Where the string "Oakledge" appears in a line of the data, show that line.

Source information:
•••
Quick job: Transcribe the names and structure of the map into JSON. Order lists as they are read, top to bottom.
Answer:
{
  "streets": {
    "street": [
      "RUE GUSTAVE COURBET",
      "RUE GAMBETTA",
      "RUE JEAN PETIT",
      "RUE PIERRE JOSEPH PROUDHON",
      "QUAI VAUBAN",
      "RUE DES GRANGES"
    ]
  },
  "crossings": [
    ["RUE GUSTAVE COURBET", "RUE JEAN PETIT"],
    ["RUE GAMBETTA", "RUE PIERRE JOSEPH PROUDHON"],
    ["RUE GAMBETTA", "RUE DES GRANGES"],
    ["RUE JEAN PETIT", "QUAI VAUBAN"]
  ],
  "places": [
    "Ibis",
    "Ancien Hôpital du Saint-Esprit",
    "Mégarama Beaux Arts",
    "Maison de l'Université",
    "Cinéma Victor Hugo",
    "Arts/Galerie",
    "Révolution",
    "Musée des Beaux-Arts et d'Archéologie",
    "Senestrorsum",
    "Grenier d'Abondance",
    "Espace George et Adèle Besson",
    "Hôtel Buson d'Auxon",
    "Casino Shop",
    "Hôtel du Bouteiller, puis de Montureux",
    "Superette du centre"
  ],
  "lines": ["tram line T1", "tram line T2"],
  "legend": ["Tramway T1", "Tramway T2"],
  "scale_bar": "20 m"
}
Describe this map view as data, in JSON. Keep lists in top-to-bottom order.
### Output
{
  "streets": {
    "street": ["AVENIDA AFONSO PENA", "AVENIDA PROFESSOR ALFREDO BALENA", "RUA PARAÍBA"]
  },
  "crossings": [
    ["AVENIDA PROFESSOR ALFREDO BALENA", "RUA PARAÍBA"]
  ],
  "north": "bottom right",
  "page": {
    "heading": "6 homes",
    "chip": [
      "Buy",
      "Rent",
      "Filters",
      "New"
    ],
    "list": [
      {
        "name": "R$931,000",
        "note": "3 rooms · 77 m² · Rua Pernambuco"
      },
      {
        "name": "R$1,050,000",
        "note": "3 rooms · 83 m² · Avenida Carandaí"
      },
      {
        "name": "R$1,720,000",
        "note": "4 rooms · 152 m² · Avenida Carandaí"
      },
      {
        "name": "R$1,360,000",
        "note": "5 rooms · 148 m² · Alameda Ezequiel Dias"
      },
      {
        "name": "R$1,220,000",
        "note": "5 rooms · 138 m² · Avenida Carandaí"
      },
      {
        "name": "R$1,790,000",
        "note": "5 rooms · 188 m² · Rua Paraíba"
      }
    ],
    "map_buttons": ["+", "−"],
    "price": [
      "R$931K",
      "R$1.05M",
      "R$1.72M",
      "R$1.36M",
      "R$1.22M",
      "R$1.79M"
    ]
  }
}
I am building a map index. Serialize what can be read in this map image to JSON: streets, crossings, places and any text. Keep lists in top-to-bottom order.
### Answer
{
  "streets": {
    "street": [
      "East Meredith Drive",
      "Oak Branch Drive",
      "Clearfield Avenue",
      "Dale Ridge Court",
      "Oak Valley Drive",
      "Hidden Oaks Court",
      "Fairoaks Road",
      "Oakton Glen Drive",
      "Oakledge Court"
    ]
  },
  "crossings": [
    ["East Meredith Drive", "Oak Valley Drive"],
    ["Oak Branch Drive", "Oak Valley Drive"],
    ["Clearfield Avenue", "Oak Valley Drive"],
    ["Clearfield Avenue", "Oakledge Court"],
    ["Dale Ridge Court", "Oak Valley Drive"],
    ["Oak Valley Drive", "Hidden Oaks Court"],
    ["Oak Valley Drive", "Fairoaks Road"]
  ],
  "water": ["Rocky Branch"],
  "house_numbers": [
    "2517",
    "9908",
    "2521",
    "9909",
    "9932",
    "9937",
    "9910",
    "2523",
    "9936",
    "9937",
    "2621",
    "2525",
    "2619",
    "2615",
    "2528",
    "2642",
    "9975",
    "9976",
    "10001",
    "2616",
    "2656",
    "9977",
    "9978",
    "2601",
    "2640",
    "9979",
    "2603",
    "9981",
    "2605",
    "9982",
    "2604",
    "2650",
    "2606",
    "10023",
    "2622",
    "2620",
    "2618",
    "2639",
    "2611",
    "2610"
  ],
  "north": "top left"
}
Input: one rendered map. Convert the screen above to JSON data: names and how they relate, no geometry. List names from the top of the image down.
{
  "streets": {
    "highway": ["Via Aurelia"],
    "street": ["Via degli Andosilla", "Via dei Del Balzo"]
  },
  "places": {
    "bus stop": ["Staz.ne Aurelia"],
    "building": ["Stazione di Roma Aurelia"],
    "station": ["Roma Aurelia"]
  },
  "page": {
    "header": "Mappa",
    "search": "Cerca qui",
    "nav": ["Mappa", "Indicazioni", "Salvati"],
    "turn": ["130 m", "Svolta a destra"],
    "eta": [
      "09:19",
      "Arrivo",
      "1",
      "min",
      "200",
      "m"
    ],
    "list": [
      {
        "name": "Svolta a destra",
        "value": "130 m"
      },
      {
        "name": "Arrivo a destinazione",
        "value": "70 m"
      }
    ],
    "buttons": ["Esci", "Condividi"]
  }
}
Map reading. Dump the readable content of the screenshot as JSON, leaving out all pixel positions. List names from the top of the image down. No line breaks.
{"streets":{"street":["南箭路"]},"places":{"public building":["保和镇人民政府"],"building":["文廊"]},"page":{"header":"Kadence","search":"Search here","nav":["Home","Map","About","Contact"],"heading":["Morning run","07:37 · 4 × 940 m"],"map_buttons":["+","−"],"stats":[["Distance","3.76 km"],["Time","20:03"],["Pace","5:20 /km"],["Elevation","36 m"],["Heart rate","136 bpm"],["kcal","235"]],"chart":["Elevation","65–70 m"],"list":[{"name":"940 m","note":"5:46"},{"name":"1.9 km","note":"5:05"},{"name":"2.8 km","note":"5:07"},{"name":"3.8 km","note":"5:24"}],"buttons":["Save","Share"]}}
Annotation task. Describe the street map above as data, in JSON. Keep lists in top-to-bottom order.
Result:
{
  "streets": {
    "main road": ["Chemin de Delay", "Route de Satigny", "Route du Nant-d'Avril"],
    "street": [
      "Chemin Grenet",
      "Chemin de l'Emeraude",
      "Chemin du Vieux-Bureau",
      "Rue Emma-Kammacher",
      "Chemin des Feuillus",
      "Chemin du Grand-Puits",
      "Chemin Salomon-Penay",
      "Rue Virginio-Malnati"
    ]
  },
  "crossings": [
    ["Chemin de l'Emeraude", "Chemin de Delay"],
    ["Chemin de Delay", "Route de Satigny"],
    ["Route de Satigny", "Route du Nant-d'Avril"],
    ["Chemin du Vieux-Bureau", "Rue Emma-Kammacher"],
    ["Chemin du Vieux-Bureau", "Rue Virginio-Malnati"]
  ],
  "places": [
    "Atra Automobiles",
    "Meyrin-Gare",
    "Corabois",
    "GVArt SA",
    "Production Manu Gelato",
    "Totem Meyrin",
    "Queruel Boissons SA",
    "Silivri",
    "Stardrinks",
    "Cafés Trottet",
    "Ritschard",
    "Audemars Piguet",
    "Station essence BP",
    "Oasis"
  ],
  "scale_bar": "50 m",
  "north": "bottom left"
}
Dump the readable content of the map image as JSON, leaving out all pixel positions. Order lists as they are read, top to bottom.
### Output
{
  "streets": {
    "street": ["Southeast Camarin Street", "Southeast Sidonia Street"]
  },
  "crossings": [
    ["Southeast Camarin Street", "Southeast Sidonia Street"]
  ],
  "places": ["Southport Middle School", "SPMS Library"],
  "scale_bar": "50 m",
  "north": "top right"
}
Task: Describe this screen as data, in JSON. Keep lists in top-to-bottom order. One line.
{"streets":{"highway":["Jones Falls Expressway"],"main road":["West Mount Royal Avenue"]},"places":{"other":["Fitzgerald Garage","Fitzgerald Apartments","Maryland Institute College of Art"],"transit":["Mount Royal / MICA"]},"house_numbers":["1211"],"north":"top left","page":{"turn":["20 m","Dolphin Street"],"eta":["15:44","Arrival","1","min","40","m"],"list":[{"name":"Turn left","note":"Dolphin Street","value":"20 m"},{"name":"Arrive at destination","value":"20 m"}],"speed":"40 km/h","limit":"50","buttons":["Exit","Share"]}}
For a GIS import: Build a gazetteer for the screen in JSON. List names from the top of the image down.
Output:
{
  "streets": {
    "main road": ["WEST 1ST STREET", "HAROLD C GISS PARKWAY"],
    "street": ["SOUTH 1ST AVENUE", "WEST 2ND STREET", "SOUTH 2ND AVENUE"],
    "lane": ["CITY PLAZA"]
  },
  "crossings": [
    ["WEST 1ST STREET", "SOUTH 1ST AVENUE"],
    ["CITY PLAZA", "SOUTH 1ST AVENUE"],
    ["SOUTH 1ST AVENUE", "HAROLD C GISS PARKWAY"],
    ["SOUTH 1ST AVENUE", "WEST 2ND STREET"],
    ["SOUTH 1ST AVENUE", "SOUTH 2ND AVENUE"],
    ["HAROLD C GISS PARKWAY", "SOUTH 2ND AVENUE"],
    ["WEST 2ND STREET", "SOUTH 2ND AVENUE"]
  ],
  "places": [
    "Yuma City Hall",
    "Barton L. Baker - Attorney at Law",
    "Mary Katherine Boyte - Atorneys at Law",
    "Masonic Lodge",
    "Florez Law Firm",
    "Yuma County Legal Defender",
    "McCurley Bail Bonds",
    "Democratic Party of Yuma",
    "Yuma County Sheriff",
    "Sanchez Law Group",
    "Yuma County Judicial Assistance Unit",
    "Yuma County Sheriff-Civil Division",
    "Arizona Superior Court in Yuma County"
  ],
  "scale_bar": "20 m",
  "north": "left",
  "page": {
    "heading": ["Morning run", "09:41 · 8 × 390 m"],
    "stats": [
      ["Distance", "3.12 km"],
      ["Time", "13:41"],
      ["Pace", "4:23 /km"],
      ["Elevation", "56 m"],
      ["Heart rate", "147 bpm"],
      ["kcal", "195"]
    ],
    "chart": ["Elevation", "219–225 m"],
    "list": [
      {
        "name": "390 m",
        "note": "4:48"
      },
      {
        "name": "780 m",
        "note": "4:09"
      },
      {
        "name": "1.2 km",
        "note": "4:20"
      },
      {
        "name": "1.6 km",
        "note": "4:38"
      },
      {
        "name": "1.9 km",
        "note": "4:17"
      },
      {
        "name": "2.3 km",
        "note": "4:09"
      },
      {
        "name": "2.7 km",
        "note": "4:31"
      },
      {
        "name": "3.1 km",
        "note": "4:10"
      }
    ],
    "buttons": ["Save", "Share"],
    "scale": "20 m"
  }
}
•••
Response box:
      "Oakledge Court"
    ["Clearfield Avenue", "Oakledge Court"],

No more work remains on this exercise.